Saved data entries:

----------------------------------------

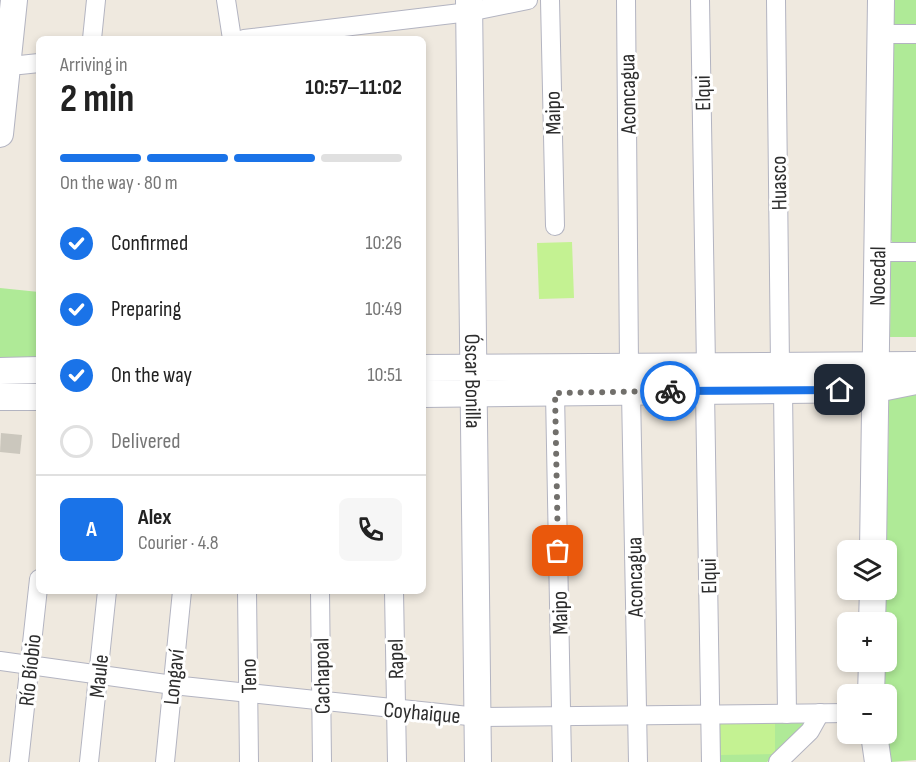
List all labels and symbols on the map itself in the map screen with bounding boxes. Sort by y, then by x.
street label: Aconcagua [614,54,643,135]
street label: Elqui [690,75,717,111]
street label: Maipo [540,91,567,135]
street label: Huasco [766,155,793,211]
street label: Nocedal [865,246,892,306]
street label: Óscar Bonilla [458,333,486,429]
courier [640,361,700,421]
pin [814,364,865,415]
pin [532,525,583,576]
street label: Aconcagua [621,537,650,618]
street label: Elqui [696,558,723,594]
street label: Maipo [547,591,574,635]
street label: Río Bíobio [13,633,48,707]
street label: Cachapoal [308,638,337,714]
street label: Rapel [383,639,410,679]
street label: Longaví [158,647,191,706]
street label: Maule [84,653,115,699]
street label: Teno [236,658,263,694]
street label: Coyhaique [382,697,461,730]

----------------------------------------

● Your task
Please retype the data exactly. The pictures do not go in.

● Solution to this task
List all labels and symbols on the map itself in the map screen with bounding boxes. Sort by y, then by x.
street label: Aconcagua [614,54,643,135]
street label: Elqui [690,75,717,111]
street label: Maipo [540,91,567,135]
street label: Huasco [766,155,793,211]
street label: Nocedal [865,246,892,306]
street label: Óscar Bonilla [458,333,486,429]
courier [640,361,700,421]
pin [814,364,865,415]
pin [532,525,583,576]
street label: Aconcagua [621,537,650,618]
street label: Elqui [696,558,723,594]
street label: Maipo [547,591,574,635]
street label: Río Bíobio [13,633,48,707]
street label: Cachapoal [308,638,337,714]
street label: Rapel [383,639,410,679]
street label: Longaví [158,647,191,706]
street label: Maule [84,653,115,699]
street label: Teno [236,658,263,694]
street label: Coyhaique [382,697,461,730]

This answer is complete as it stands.